Menurutnya, penurunan nilai PMI manufaktur bulan Agustus 2024 terjadi akibat belum ada kebijakan signifikan dari Kementerian atau Lembaga lain yang mampu meningkatkan kinerja industri manufaktur.
S&P Global juga menyebutkan adanya pelemahan penjualan yang menyebabkan peningkatan stok barang jadi selama dua bulan berjalan.
Menperin mengatakan bahwa melemahnya penjualan dipengaruhi oleh masuknya barang impor murah dalam jumlah besar ke pasar dalam negeri terutama sejak bulan Mei 2024.

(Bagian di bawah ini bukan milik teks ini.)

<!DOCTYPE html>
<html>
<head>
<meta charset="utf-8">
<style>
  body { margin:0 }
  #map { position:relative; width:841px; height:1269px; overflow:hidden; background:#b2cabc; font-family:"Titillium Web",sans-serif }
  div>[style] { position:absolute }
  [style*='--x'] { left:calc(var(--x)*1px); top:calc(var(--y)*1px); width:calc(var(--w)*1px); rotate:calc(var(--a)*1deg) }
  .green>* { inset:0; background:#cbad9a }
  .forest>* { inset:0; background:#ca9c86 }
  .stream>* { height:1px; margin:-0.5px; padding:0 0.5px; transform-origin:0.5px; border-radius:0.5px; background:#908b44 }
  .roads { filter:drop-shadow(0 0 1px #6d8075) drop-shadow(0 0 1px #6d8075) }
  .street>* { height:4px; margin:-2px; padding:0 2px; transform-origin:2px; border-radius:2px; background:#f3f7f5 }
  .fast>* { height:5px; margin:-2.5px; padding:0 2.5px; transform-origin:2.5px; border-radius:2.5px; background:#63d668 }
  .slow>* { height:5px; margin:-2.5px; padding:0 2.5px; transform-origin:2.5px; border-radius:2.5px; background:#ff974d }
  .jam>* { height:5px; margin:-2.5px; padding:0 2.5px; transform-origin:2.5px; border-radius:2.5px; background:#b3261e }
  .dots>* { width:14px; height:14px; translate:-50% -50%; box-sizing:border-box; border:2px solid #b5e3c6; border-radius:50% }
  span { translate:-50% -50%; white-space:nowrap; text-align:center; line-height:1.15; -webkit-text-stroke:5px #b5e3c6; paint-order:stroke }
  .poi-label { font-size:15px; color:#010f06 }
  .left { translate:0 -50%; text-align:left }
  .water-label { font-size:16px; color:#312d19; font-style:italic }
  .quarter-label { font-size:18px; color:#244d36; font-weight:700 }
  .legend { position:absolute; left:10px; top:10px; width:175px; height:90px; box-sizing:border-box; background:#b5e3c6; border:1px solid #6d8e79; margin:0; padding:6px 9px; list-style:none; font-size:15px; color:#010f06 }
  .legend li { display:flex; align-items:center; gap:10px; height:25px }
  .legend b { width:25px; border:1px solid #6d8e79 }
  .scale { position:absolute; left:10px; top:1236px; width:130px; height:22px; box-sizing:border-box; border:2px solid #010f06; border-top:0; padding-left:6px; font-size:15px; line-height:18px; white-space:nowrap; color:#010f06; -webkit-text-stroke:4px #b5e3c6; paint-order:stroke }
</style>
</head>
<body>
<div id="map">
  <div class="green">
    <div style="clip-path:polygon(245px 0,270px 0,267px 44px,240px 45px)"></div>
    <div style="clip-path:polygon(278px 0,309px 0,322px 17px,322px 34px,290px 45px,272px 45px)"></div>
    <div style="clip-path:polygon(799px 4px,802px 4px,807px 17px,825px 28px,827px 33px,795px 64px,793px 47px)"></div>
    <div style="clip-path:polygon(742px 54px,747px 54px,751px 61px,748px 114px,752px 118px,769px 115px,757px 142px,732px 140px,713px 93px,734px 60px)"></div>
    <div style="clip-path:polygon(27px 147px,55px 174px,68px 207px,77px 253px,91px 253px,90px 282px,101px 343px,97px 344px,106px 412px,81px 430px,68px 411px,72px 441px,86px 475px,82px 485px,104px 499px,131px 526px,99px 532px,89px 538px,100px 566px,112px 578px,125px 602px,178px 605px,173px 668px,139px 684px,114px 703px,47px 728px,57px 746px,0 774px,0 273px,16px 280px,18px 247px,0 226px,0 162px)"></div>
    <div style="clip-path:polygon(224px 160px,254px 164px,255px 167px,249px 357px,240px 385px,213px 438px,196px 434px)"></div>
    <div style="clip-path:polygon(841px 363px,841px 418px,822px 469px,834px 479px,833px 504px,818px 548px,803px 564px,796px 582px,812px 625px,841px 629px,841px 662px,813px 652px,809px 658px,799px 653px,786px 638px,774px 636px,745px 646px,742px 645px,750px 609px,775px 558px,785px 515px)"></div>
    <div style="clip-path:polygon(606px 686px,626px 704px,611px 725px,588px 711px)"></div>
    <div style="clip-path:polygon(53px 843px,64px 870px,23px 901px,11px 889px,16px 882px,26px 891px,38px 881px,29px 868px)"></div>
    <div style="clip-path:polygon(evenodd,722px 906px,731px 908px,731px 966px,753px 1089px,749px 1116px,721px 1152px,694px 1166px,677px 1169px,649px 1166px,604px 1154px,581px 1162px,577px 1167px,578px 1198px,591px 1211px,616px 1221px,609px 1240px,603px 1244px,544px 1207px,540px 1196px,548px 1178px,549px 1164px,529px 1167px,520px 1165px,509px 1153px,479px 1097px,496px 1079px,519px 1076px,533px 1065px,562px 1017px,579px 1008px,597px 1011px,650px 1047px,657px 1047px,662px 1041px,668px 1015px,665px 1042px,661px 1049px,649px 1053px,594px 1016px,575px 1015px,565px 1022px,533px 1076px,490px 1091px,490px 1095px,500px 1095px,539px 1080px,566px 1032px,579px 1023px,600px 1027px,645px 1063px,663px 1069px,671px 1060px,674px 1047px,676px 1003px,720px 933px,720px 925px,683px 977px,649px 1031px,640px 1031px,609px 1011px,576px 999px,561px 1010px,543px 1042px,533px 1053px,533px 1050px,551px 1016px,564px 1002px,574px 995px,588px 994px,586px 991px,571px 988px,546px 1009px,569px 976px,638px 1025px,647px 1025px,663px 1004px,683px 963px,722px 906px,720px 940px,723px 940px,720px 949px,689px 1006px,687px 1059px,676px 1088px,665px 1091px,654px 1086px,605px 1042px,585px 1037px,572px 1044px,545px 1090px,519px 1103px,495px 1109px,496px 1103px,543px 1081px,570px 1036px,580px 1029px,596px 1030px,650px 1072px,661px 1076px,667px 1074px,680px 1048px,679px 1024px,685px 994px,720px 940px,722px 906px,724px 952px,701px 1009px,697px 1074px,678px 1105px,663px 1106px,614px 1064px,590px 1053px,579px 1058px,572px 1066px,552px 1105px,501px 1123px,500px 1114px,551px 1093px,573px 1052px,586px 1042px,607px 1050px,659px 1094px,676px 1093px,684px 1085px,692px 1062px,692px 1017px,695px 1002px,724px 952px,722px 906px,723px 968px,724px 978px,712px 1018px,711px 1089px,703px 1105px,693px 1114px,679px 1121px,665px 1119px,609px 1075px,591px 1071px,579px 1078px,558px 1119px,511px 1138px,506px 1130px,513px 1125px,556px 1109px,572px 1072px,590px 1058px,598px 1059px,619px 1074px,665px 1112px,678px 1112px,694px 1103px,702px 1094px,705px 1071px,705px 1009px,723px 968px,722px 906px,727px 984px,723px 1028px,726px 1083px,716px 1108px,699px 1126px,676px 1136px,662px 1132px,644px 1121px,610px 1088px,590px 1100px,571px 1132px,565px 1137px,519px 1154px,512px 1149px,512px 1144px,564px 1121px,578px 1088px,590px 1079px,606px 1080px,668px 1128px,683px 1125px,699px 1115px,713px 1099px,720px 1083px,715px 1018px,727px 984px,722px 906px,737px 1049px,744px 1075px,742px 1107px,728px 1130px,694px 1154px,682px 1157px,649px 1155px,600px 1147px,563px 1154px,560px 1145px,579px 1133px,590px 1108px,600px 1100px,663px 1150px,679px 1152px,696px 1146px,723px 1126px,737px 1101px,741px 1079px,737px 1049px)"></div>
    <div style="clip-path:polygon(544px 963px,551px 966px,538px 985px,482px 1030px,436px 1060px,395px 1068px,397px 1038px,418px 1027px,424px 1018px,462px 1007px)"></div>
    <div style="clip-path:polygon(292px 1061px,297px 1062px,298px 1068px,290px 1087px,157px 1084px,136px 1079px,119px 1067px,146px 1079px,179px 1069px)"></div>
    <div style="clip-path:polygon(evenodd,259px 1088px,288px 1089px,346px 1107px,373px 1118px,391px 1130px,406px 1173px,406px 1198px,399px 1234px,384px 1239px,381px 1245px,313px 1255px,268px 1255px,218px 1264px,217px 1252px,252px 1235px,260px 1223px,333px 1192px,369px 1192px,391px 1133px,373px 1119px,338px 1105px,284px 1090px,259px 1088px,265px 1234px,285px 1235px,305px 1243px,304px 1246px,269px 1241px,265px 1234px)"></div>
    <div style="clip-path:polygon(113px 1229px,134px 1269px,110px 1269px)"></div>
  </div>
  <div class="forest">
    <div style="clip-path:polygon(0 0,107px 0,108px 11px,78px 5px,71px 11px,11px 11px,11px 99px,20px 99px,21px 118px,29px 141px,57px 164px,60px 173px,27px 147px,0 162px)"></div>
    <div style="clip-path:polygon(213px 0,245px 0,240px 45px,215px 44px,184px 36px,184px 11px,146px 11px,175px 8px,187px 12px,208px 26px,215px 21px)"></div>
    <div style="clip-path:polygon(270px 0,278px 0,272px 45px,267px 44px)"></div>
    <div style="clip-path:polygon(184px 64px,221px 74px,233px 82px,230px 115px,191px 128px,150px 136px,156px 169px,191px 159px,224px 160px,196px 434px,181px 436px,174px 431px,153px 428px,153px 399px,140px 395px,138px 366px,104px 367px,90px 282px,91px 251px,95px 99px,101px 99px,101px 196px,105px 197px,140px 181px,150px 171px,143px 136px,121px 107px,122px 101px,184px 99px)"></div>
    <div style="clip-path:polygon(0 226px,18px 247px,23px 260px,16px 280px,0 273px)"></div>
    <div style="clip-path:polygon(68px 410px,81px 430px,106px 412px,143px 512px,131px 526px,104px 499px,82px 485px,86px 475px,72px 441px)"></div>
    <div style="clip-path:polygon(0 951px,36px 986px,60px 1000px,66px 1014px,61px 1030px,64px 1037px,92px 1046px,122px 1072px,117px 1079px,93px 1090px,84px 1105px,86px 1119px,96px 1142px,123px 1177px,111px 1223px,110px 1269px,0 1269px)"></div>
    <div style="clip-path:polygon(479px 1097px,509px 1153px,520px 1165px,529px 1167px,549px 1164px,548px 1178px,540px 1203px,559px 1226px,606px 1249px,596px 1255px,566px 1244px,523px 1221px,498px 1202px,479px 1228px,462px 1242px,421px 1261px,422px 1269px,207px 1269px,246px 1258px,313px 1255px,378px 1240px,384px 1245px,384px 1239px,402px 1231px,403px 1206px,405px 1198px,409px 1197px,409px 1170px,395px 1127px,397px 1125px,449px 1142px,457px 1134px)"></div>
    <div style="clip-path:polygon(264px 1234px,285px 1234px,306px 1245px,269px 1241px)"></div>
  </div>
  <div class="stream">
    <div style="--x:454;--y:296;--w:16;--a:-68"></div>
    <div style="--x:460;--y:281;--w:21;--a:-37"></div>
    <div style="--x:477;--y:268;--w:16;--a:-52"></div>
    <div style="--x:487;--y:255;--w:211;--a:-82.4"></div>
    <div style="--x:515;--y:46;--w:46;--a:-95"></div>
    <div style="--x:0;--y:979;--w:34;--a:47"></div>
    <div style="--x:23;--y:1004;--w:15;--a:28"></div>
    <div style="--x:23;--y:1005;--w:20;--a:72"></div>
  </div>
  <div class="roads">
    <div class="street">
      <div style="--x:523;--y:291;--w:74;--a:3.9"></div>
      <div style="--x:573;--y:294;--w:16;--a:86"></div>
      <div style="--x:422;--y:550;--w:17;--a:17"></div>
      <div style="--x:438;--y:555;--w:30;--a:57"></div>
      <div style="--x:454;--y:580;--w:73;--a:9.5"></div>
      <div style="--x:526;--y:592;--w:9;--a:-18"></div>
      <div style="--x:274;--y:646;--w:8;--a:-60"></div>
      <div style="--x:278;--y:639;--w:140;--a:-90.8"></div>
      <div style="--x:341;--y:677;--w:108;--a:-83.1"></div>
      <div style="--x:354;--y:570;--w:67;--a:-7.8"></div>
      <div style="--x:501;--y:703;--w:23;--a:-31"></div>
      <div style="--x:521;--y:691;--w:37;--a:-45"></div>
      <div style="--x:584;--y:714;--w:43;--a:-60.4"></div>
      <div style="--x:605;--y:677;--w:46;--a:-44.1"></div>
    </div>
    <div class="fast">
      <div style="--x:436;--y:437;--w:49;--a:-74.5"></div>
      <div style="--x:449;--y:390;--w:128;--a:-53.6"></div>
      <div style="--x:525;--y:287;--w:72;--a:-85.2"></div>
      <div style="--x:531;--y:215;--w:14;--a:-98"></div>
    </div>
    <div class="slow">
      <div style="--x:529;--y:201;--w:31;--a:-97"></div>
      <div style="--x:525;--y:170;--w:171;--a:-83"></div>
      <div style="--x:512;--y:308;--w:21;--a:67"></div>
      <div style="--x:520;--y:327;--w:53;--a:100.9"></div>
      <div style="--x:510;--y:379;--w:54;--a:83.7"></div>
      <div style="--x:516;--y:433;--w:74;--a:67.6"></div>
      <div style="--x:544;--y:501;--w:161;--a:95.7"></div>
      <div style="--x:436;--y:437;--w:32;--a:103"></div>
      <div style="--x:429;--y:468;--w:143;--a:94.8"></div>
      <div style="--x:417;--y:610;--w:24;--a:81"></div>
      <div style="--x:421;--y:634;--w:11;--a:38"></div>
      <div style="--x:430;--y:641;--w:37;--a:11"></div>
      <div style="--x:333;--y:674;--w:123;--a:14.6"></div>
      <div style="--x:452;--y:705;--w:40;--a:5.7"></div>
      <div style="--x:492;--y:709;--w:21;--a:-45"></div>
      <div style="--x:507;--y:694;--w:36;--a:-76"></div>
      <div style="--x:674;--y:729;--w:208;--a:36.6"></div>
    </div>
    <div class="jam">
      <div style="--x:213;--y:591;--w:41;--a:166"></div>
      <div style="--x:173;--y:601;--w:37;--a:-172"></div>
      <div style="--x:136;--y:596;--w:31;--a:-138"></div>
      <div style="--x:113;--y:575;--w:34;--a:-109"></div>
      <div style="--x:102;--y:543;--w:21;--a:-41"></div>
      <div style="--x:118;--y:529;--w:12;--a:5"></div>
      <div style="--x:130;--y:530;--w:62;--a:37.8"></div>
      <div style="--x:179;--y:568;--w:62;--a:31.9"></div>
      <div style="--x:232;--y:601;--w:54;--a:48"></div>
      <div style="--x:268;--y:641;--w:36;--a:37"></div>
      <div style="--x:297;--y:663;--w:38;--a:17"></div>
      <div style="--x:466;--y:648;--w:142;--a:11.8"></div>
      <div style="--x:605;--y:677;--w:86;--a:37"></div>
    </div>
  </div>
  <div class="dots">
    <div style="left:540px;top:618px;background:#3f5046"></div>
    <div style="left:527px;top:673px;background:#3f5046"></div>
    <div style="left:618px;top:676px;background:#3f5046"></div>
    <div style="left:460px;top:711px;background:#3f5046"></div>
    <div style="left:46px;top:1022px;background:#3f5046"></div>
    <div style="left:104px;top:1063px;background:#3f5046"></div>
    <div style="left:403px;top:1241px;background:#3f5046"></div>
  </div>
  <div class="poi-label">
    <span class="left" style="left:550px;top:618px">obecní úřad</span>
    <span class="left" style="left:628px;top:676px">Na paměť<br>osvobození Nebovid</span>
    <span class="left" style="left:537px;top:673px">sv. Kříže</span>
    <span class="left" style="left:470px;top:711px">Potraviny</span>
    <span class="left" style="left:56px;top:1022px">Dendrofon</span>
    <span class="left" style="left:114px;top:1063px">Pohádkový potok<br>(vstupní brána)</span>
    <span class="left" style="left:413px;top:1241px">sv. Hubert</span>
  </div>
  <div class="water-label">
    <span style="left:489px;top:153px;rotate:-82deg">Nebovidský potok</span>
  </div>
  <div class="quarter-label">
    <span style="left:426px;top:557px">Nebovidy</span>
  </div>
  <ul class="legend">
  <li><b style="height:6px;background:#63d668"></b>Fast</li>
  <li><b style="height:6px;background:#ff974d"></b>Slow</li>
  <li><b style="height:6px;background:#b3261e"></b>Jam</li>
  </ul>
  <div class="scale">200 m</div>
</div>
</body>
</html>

“Adanya barang impor murah membuat masyarakat lebih memilih produk-produk tersebut dengan alasan ekonomis. Hal ini dapat menyebabkan industri di dalam negeri semakin menurun penjualan produknya serta utilisasi mesin produksinya,” ujar Menperin, dikutip Minggu (8/9/2024).
Juru Bicara Kemenperin Febri Hendri Antoni Arif menambahkan, para pelaku industri mengamati perkembangan penerapan aturan oleh pemerintah.
Hal ini dapat berpengaruh pada perlambatan ekspansi pada subsektor industri. “Misalnya, pada industri makanan dan minuman, para pelaku usaha nampak menahan diri dengan adanya rencana pemberlakuan cukai untuk minuman berpemanis dalam kemasan,” ucapnya.
Begitu juga dengan ketidakjelasan isi data 26.415 kontainer dari Kemenkeu yang sampai saat ini belum menemukan titik terang.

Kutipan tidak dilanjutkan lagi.